The pension revolution - what will survive post Brexit vote?

The George Osborne fuelled pension revolution could quickly run out of gas under the new Conservative party leadership. Brexit negotiations will be all encompassing and the Government may need to raise funds to shore up the faltering UK economy.
1 July 2016

AJ Bell’s senior analyst Tom Selby gives his odds on six radical money saving options available to the Treasury – and one Government Bill that risks being delayed:

  1. Death tax reforms to be reversed. Odds: 4/1

“Recent changes to the treatment of pensions on death – allowing savings to be passed on tax-free when someone dies before 75, and taxed at the recipient’s marginal rate post-75 – may look generous in a post-Brexit world.

“While the reform was introduced with some fanfare by Osborne – and made pensions more attractive as a tax planning vehicle - reversing it in these exceptional circumstances may be seen as a relatively uncontroversial way to raise cash for the Treasury.”

  1. Lifetime ISA delay: Odds: 2/1

“Widely believed to be a potential frontrunner to fundamental pension tax relief reform, the Lifetime ISA remains in the gestation phase and crucial details have yet to be clarified about how it will work in practice.

“For example, we still don’t know whether contributions above £4,000 a year that wouldn’t receive the 25% Government match will be allowed. The Treasury has also yet to confirm whether borrowing will be permitted, or the criteria for accessing your pot penalty-free before age 60 expanded.

“Given these uncertainties, April 2017 now looks extremely ambitious as a launch date. On the other hand, any move to ditch a policy likely to prove popular with younger voters disillusioned by the Brexit vote would be politically risky.”

  1. Pension tax relief reform: Odds: 3/1

“The Treasury spends around £34bn a year on pension tax relief, so it will inevitably be part of any conversation about reducing Government spending if the public finances do suffer following the Leave vote.

“However, the future Chancellor will weigh up the case for raising money for the Treasury against the risk of angering the electorate and Conservative backbenchers.

“So while fundamental reform – such as abolishing higher-rate relief or introducing a radical pensions ISA system – may be off the table for now, further cuts to the annual and lifetime allowances may provide a more palatable alternative. The Government may also revisit plans to link the £1m lifetime allowance to inflation from 2018.”

  1. Secondary annuities delayed or scrapped. Odds: 6/1

“This is a tricky one for the Treasury. On the one hand, reforms to allow people to trade in their annuities are set to be a big money spinner for the Exchequer’s coffers, so delaying or abandoning the changes will be costly.

“However, it remains uncertain how the market will shape up or who will come forward as annuity buyers, while clarity has yet to be delivered on how advice will operate.
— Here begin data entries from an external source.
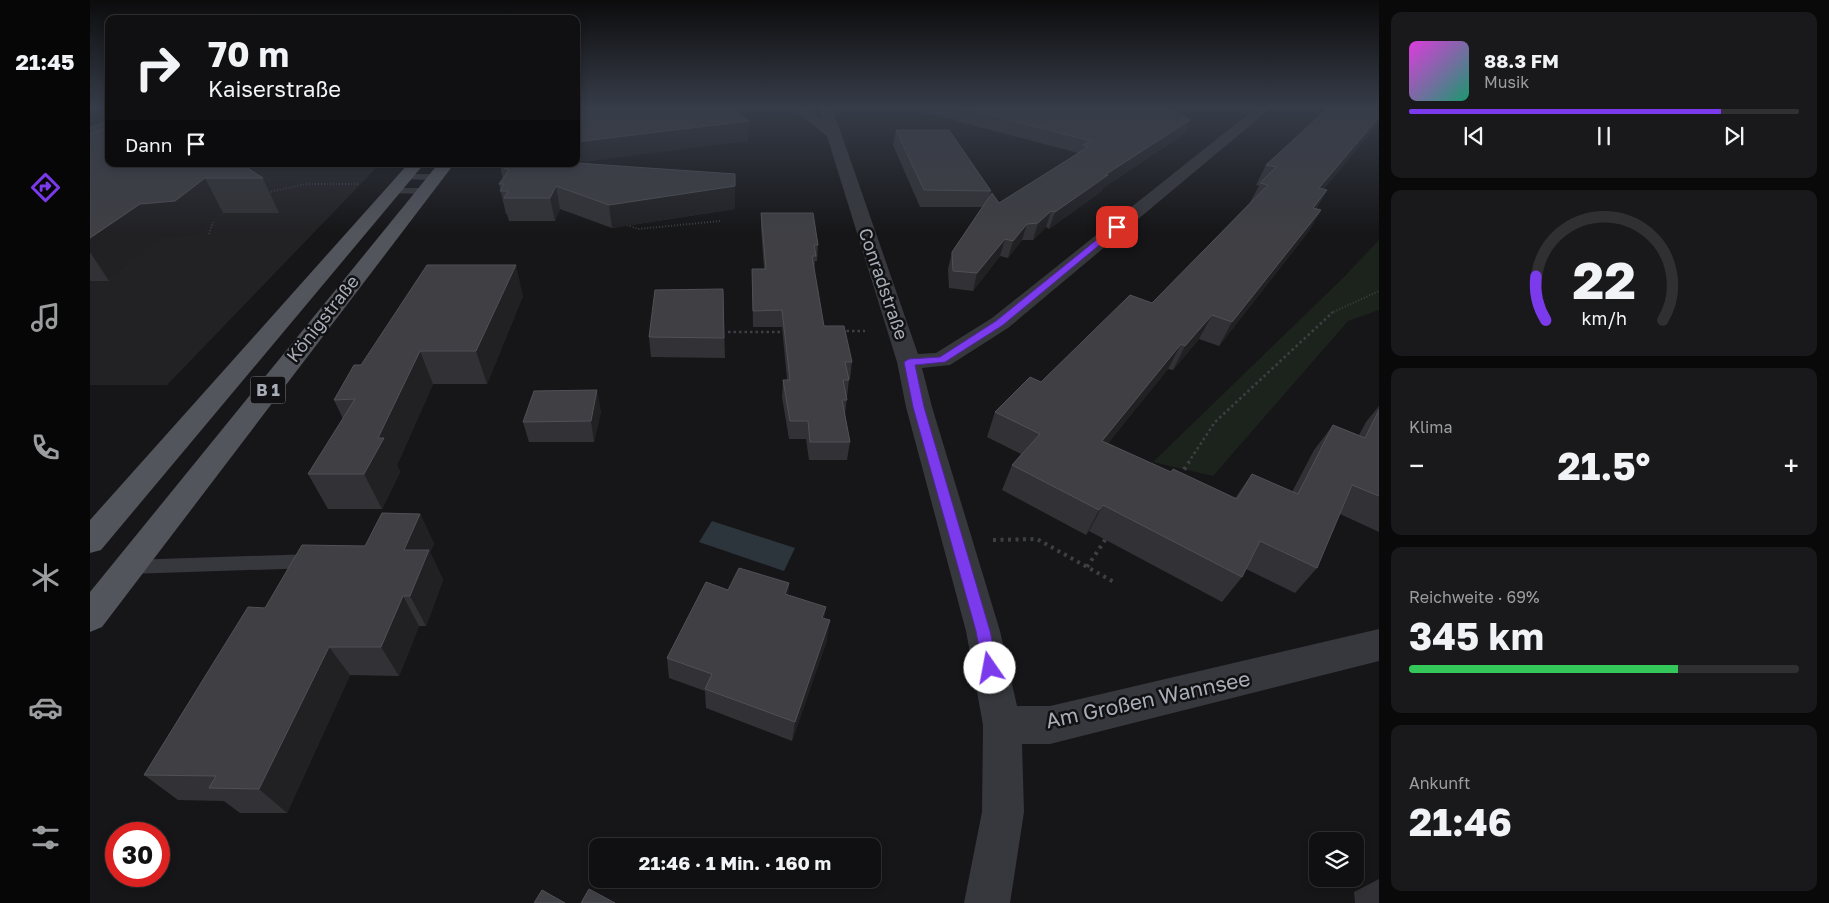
<!DOCTYPE html>
<html lang="de">
<head>
<meta charset="utf-8">
<style>
	:root { --surface:#101012; --page:#19191b; --text:#f1f3f6; --muted:#9c9d9f; --line:#303032; --accent:#7c3aed }
	body { margin:0; font-family:"Golos Text",sans-serif; background:var(--page); color:var(--text); height:100vh; display:flex; flex-direction:column; font-size:19px; white-space:nowrap }
	* { box-sizing:border-box; margin:0 }
	p { font-size:16px; color:var(--muted) }
	.icon { flex:none; width:28px; height:28px; fill:none; stroke:currentColor; stroke-width:2; stroke-linecap:round; stroke-linejoin:round }
	.map { position:relative; flex:1; overflow:hidden }
	.drawer { display:flex; flex-direction:column; gap:12px; padding:12px; background:#09090a; width:450px }
	.drawer>* { flex:none }
	.guide { position:absolute; left:15px; top:15px; width:475px; height:152px; border-radius:10px; box-shadow:0 2px 8px #0003,0 0 0 1px var(--line); background:#101012; color:var(--text); overflow:hidden }
	.controls { position:absolute; left:1219px; top:832px; display:grid; gap:10px }
	.controls a { display:grid; place-items:center; width:55px; height:55px; border-radius:10px; background:var(--surface); box-shadow:0 2px 8px #0003,0 0 0 1px var(--line); font-size:25px }
	.speed { position:absolute; left:15px; top:822px; display:flex; gap:10px; font-size:25px; font-weight:700; text-align:center }
	.speed>* { display:grid; place-content:center; width:65px; height:65px; border-radius:50%; background:var(--surface); box-shadow:0 2px 8px #0003,0 0 0 1px var(--line); line-height:1 }
	.speed .limit { border:8px solid #d22; background:#fff; color:#111 }
	.pin { position:absolute; display:grid; place-items:center; width:42px; height:42px; color:#fff; margin:-21px; border-radius:10px; box-shadow:0 2px 8px #0006 }
	.me { position:absolute; width:55px; margin:-28px; rotate:348deg; stroke-linejoin:round; filter:drop-shadow(0 0 4px #0008) }
	.turn { display:flex; align-items:center; gap:18px; height:105px; padding:0 20px; font-size:22px }
	.turn .icon { width:65px; height:65px; stroke-width:2.5 }
	.turn b { display:block; font-size:35px; line-height:42px }
	.then { display:flex; align-items:center; height:48px; padding:0 20px; background:#0003; gap:10px; font-size:19px }
	.big { font-size:38px; font-weight:700; line-height:1.1 }
	.drawer .card { flex:1; display:flex; flex-direction:column; justify-content:center; gap:8px; min-width:0; padding:0 18px; border-radius:10px; background:var(--page) }
	.drawer .dial { align-items:center; gap:0 }
	.dial svg { height:130px; overflow:visible; fill:none; stroke:var(--line); stroke-width:7; stroke-linecap:round; text-anchor:middle }
	.dial text { fill:var(--text); stroke:none }
	.song { display:flex; align-items:center; gap:15px }
	.cover { width:60px; height:60px; border-radius:8px; background:linear-gradient(135deg,hsl(300 70% 55%),hsl(160 70% 35%)) }
	.played { height:5px; border-radius:2px; background:linear-gradient(90deg,var(--accent) 80%,var(--line) 80%) }
	.keys { display:flex; justify-content:space-around; direction:ltr }
	.heat { display:flex; justify-content:space-between; align-items:center; font-size:28px; direction:ltr }
	.charge { height:8px; border-radius:4px; background:linear-gradient(90deg,#34c759 69%,var(--line) 0) }
	.trip { position:absolute; left:499px; top:838px; width:292px; height:50px; border-radius:10px; background:var(--surface); box-shadow:0 2px 8px #0003,0 0 0 1px var(--line); font-weight:700; line-height:50px; text-align:center }
	main { display:flex; flex:1; min-height:0 }
	.tab-bar { display:flex; flex-direction:column; width:90px; justify-content:space-around; align-items:center; background:#060607; color:var(--muted) }
	.tab-bar .icon { width:35px; height:35px }
	.tab-bar .on { color:var(--accent) }
	.tab-bar b { font-size:22px; color:var(--text) }
	.map>svg:first-child { display:block }
	.built { fill:#222225 }
	.green { fill:#1c231d }
	.water { fill:#2c353c }
	.lines { fill:none; stroke-linecap:round; stroke-linejoin:round }
	.path-far2 { stroke:#3d3f44; stroke-width:2; stroke-dasharray:1 2; stroke-linecap:butt }
	.path-far1 { stroke:#3d3f44; stroke-width:2.5; stroke-dasharray:2.5 3; stroke-linecap:butt }
	.path { stroke:#3d3f44; stroke-width:4; stroke-dasharray:3 4.5; stroke-linecap:butt }
	.service { fill:#37383d; fill-rule:evenodd }
	.minor { fill:#37383d; fill-rule:evenodd }
	.primary { fill:#53555c; fill-rule:evenodd }
	.wall { fill:#323236 }
	.shaded-wall { fill:#212124 }
	.building { fill:#3f3f44; stroke:#4f5156 }
	.route { fill:#7c3aed; stroke:#51269a }
	.labels { text-anchor:middle; stroke-width:5; stroke-linejoin:round; paint-order:stroke }
	.shield { fill:#111113; stroke:#7b7e86; stroke-width:1 }
	.shield-label { font-size:16px; font-weight:bold; fill:#a8adb8 }
	.street-label { font-size:18px; fill:#a8adb8; stroke:#111113 }
	.near-street-label { font-size:21px; fill:#a8adb8; stroke:#111113 }
</style>
</head>
<body>
<main>
<nav class="tab-bar">
<b>21:45</b>
<svg class="icon on" aria-label="directions" viewBox="0 0 24 24"><path d="M12 3l9 9-9 9-9-9zM9 14v-3h6M13 9l2 2-2 2"/></svg>
<svg class="icon" aria-label="music" viewBox="0 0 24 24"><path d="M9 18V5l10-2v13"/><circle cx="6" cy="18" r="3"/><circle cx="16" cy="16" r="3"/></svg>
<svg class="icon" aria-label="phone" viewBox="0 0 24 24"><path d="M5 4h4l2 5-3 2q2 4 5 5l2-3 5 2v4C11 20 4 13 5 4z"/></svg>
<svg class="icon" aria-label="climate" viewBox="0 0 24 24"><path d="M12 3v18M4 7l16 10M4 17L20 7"/></svg>
<svg class="icon" aria-label="car" viewBox="0 0 24 24"><path d="M5 17H2v-5l4-1 3-4h7l3 4 3 1v5h-3M9 17h6M6 11h13"/><circle cx="7" cy="17" r="2"/><circle cx="17" cy="17" r="2"/></svg>
<svg class="icon" aria-label="filters" viewBox="0 0 24 24"><path d="M4 7h16M4 17h16"/><circle cx="9" cy="7" r="2"/><circle cx="15" cy="17" r="2"/></svg>
</nav>
<div class="map">
<svg width="1289" height="903" viewBox="0 0 1289 903">
	<rect width="100%" height="100%" fill="#161618"/>
	<path class="built" d="M0,138L19,164H290L77,385H0Z"/>
	<g class="green">
		<path d="M0,107H19V120L0,123Z"/>
		<path d="M1289,240V310L1258,321L1123,476L1063,462L1253,278Z"/>
	</g>
	<path class="water" d="M622,521L705,548L694,571L609,542Z"/>
	<g class="lines">
		<g class="path-far2">
			<path d="M175,193L216,184H270"/>
			<path d="M537,225L548,229L630,221"/>
			<path d="M119,234L124,219"/>
			<path d="M1241,313L1289,291"/>
		</g>
		<g class="path-far1">
			<path d="M751,331H775"/>
			<path d="M638,332H695"/>
			<path d="M1098,463L1125,422L1243,312"/>
		</g>
		<g class="path">
			<path d="M1090,476L1099,462"/>
			<path d="M903,540L947,539L1024,582"/>
			<path d="M997,567L1017,537"/>
		</g>
		<g class="service">
			<path d="M314,174H344L348,177L344,180L311,179L310,177Z"/>
			<path d="M302,188H333L338,191L333,194L299,193L297,191Z"/>
			<path d="M223,554L229,556L232,561L229,566L223,568L39,574L33,572L30,567L33,562L39,560Z"/>
		</g>
		<g class="minor">
			<path d="M700,107H714L732,119L729,107H742L828,354L846,353L902,318L1167,107H1182L918,328L860,365L832,368L842,407L910,631L927,706H960L1289,629V661L960,744H932L934,812L920,903H874L892,812L893,725L876,631L816,407L807,362L737,136Z"/>
			<path d="M19,120V129L0,135V126Z"/>
		</g>
		<g class="primary">
			<path d="M318,164H334L11,550L0,553V520Z"/>
			<path d="M348,164H364L12,627L0,632V592Z"/>
		</g>
	</g>
	<g class="wall">
		<path d="M814,107H1079L1100,120L1094,134L1013,188L1012,191L959,229L956,227L943,240H932L918,258L910,256L883,291L859,288L858,269L862,252L892,207H830L803,145L806,130L901,191L899,197L909,203L988,153Z"/>
		<path d="M1289,107V122L1287,125L1233,190H1237L1226,209L1231,210L1219,231L1129,346L1109,339L1083,370L1078,369L1018,443L1081,472L1145,498L1162,474L1202,492L1224,450L1243,425L1269,435L1276,422L1289,406V532L1250,514L1227,568L1205,593L1156,569L1152,577L1132,602L999,531L996,535L912,490L922,465L931,454L897,437L905,412L951,382L1062,303L1159,204L1169,186L1166,185L1176,165Z"/>
		<path d="M0,134L19,164H213V168L156,167L173,178L189,213H133L105,237L71,240L19,281H0Z"/>
		<path d="M410,166L645,186V209L522,228L470,209L465,221H419L417,214H416L409,184L413,179Z"/>
		<path d="M671,213L728,245L727,261H725L724,272L734,326L762,362L760,379H759L755,415L760,442L757,460H719L716,439H699L692,397L693,380H697L692,327H663L662,269H674L671,228Z"/>
		<path d="M633,289L635,358L561,357L559,337Z"/>
		<path d="M433,296L397,384H343L307,465L310,472L292,509H238L218,474L253,419L244,400L271,365Z"/>
		<path d="M511,411L504,442H439L433,422Z"/>
		<path d="M330,514L344,544L340,552L353,580L336,626H329L309,676L260,675L197,813H150L134,801L88,800L54,775L175,608Z"/>
		<path d="M699,583L698,595L734,618L737,640L702,741L616,708L615,691L579,678L577,658L638,590Z"/>
		<path d="M1289,879V903H1265L1264,892Z"/>
	</g>
	<g class="shaded-wall">
		<path d="M1289,117V122L1287,125L1217,209L1229,188Z"/>
		<path d="M1100,120L1094,134L1013,188L1012,191L959,229L965,212L1015,175Z"/>
		<path d="M659,121L658,141L486,163V142Z"/>
		<path d="M115,178L133,213L105,237L71,240L19,281L0,252V238L50,204Z"/>
		<path d="M466,186L470,209L465,221L460,198Z"/>
		<path d="M645,186V209L522,228L519,205Z"/>
		<path d="M1237,190L1224,211L1223,208Z"/>
		<path d="M1231,210L1219,231L1129,346L1142,322Z"/>
		<path d="M961,211L956,227L943,240L948,223Z"/>
		<path d="M937,224L932,240L918,258L923,241Z"/>
		<path d="M915,239L910,256L883,291L887,273Z"/>
		<path d="M426,265L433,296L397,384L386,351Z"/>
		<path d="M1122,315L1109,339L1083,370L1095,346Z"/>
		<path d="M1091,344L1078,369L1000,466L1012,441Z"/>
		<path d="M330,351L343,384L307,465L310,472L292,509L274,474L288,438Z"/>
		<path d="M507,390L511,411L504,442L501,421Z"/>
		<path d="M1013,505L999,531L996,535L1009,510Z"/>
		<path d="M330,514L344,544L340,552L353,580L336,626L320,596L314,550Z"/>
		<path d="M699,583L697,604L695,594Z"/>
		<path d="M313,596L329,626L309,676L291,647Z"/>
		<path d="M736,607L733,628L732,618Z"/>
		<path d="M740,620L737,640L702,741L705,722Z"/>
		<path d="M239,647L260,675L197,813L169,789Z"/>
	</g>
	<g class="building">
		<path d="M486,107H643L659,121L486,142Z"/>
		<path d="M868,107H1079L1100,120L1015,175H1018L965,212L961,211L948,223L937,224L923,241L915,239L887,273L863,271L862,252L902,193L909,203L998,147L993,145L1001,141Z"/>
		<path d="M1239,107H1289V117L1229,188L1237,190L1223,208L1231,210L1142,322L1122,315L1095,346L1091,344L1012,441L1081,472L1083,469L1147,499L1162,474L1208,494L1243,425L1275,438L1289,410V496L1262,485L1227,568L1170,541L1152,577L1013,505L1009,510L922,465L950,434L905,412L940,377L951,382L1040,295L1062,303L1178,185L1170,183L1186,167L1176,165Z"/>
		<path d="M19,127V164H151L173,178H115L85,201L50,204L0,238V134Z"/>
		<path d="M806,130H859L901,191L834,190Z"/>
		<path d="M486,163L645,174V186L519,205L466,186L460,198H414L418,191H410L414,184H409L419,170L410,166V164H486Z"/>
		<path d="M671,213H723L728,245H724L726,256H722L734,326H754L762,362H755L759,380H753L757,400H752L760,442H720L718,421H700L693,380H700L692,310L663,311L662,269H676Z"/>
		<path d="M337,265H426L386,351H330L288,438H294L274,474H218L265,399L244,400L264,365H271Z"/>
		<path d="M633,289L634,338L559,337L565,290Z"/>
		<path d="M507,390L501,421L433,422L444,391Z"/>
		<path d="M292,513L330,514L314,550H339L320,596H313L291,647H239L169,789L119,788L126,776L54,775L158,607L175,608L212,545L275,546Z"/>
		<path d="M649,568L699,583L695,594L736,607L732,618L740,620L705,722L615,689L622,674L577,658L616,582L638,590Z"/>
		<path d="M499,889L525,903H491Z"/>
		<path d="M452,890L475,903H444Z"/>
	</g>
	<linearGradient id="sky" x2="0" y2="1"><stop stop-color="#0c0c0d"/><stop offset="0.46" stop-color="#363c48"/><stop offset="1" stop-color="#363c48" stop-opacity="0"/></linearGradient>
	<rect width="1289" height="233" fill="url(#sky)"/>
	<path class="route" d="M1025,225L1031,227L913,325L855,362L825,365L834,407L900,631L908,668L906,673L900,675L895,673L893,668L886,631L823,407L814,362L819,359L850,357L906,321Z"/>
	<g class="labels">
		<rect class="shield" x="160.5" y="376.5" width="35" height="27" rx="4"/>
		<g class="shield-label">
			<text x="178" y="396">B 1</text>
		</g>
		<g class="street-label">
			<text transform="translate(793 284) rotate(71)" y="6">Conradstraße</text>
			<text transform="translate(233 319) rotate(-52)" y="6">Königstraße</text>
		</g>
		<g class="near-street-label">
			<text transform="translate(1058 700) rotate(-12)" y="7">Am Großen Wannsee</text>
		</g>
	</g>
</svg>
<div class="controls">
<a><svg class="icon" aria-label="layers" viewBox="0 0 24 24"><path d="M12 4l9 5-9 5-9-5zM3 14l9 5 9-5"/></svg></a>
</div>
<div class="speed"><div class="limit">30</div></div>
<div class="pin" style="left:1027px;top:227px;background:#d93025"><svg class="icon" aria-label="arrive" viewBox="0 0 24 24"><path d="M6 21V4h12l-3 4 3 4H6"/></svg></div>
<svg class="me" style="left:900px;top:668px" viewBox="-20 -20 40 40"><circle r="19" fill="#fff"/><path d="M0-13L10 11 0 6-10 11z" fill="#7c3aed"/></svg>
<div class="trip">21:46 · 1 Min. · 160 m</div>
<div class="guide">
<div class="turn"><svg class="icon" aria-label="right" viewBox="0 0 24 24"><path d="M7 20v-9h11M14 6l5 5-5 5"/></svg><div><b>70 m</b>Kaiserstraße</div></div>
<div class="then">Dann<svg class="icon" aria-label="arrive" viewBox="0 0 24 24"><path d="M6 21V4h12l-3 4 3 4H6"/></svg></div>
</div>
</div>
<section class="drawer">
<div class="card">
<div class="song"><i class="cover"></i><div><b>88.3 FM</b><p>Musik</p></div></div>
<div class="played"></div>
<div class="keys"><svg class="icon" aria-label="previous" viewBox="0 0 24 24"><path d="M18 5L8 12l10 7zM5 5v14"/></svg><svg class="icon" aria-label="pause" viewBox="0 0 24 24"><path d="M8 5v14M16 5v14"/></svg><svg class="icon" aria-label="next" viewBox="0 0 24 24"><path d="M6 5l10 7-10 7zM19 5v14"/></svg></div>
</div>
<div class="card dial"><svg viewBox="0 0 100 80">
<path d="M14 69A42 42 0 1 1 86 69"/>
<path d="M14 69A42 42 0 0 1 8 42" stroke="#7c3aed"/>
<text x="50" y="56" font-size="32" font-weight="700">22</text>
<text x="50" y="72" font-size="11">km/h</text>
</svg></div>
<div class="card"><p>Klima</p>
<div class="heat"><a>−</a><b class="big">21.5°</b><a>+</a></div>
</div>
<div class="card"><p>Reichweite · 69%</p><b class="big">345 km</b><div class="charge"></div></div>
<div class="card"><p>Ankunft</p><b class="big">21:46</b></div>
</section>
</main>
</body>
</html>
“With civil servants set to be sidelined by Brexit negotiations, the future of these reforms looks wobbly at best.”

  1. State pension triple-lock removed. Odds: 10/1

“The triple-lock, which guarantees the state pension rises with the highest of earnings, prices and 2.5%, would have been in severe jeopardy had David Cameron followed through with his promised post-Brexit emergency Budget.

“However, confirmation the ‘punishment Budget’ will not happen, coupled with the fact the Brexiteers have pensioners to thank for their victory, makes removing this valuable benefit politically tricky.”

  1. Automatic enrolment pushed back (again). Odds: 5/1

“While the automatic enrolment genie cannot be put back in the bottle altogether, a renewed period of fiscal retrenchment would likely see the Government review all of its spending commitments. Postponing planned rises in minimum contribution rates – as has happened before - would be an easy way to save money for the Exchequer and would likely be welcomed by businesses.

“A more radical option would be to delay auto-enrolment for firms yet to reach there staging date, or abandon it altogether for smaller companies. This would help businesses struggling to cope with the costs of complying with the reforms, but would fly in the face of the Government’s pensions policy agenda and add to the risk of millions of people not putting enough aside for their retirement.”

  1. Pensions Bill 2016 delayed. Odds: 7/1

“The Queen’s speech confirmed a new Pensions Bill will be unveiled later this year. The key elements include improving protections for people saving in master trusts, capping early exit penalties and restructuring the delivery of financial guidance.

“Stronger regulation of trust-based pension schemes and ensuring savers have access to useful, relevant retirement guidance are both critical to supporting the UK’s pension system. However, legislating for Brexit now becomes the priority for Whitehall, so it would be no surprise if the Pensions Bill was kicked down the road to make way.

“Ultimately which, if any, of these policies make it through the current hurricane of uncertainty and confusion depends on how the economy fairs and who takes the helm following the Conservative leadership election.

“But one thing is almost certain – the chaos wrought by the Brexit vote will continue to dominate the agenda throughout 2016.”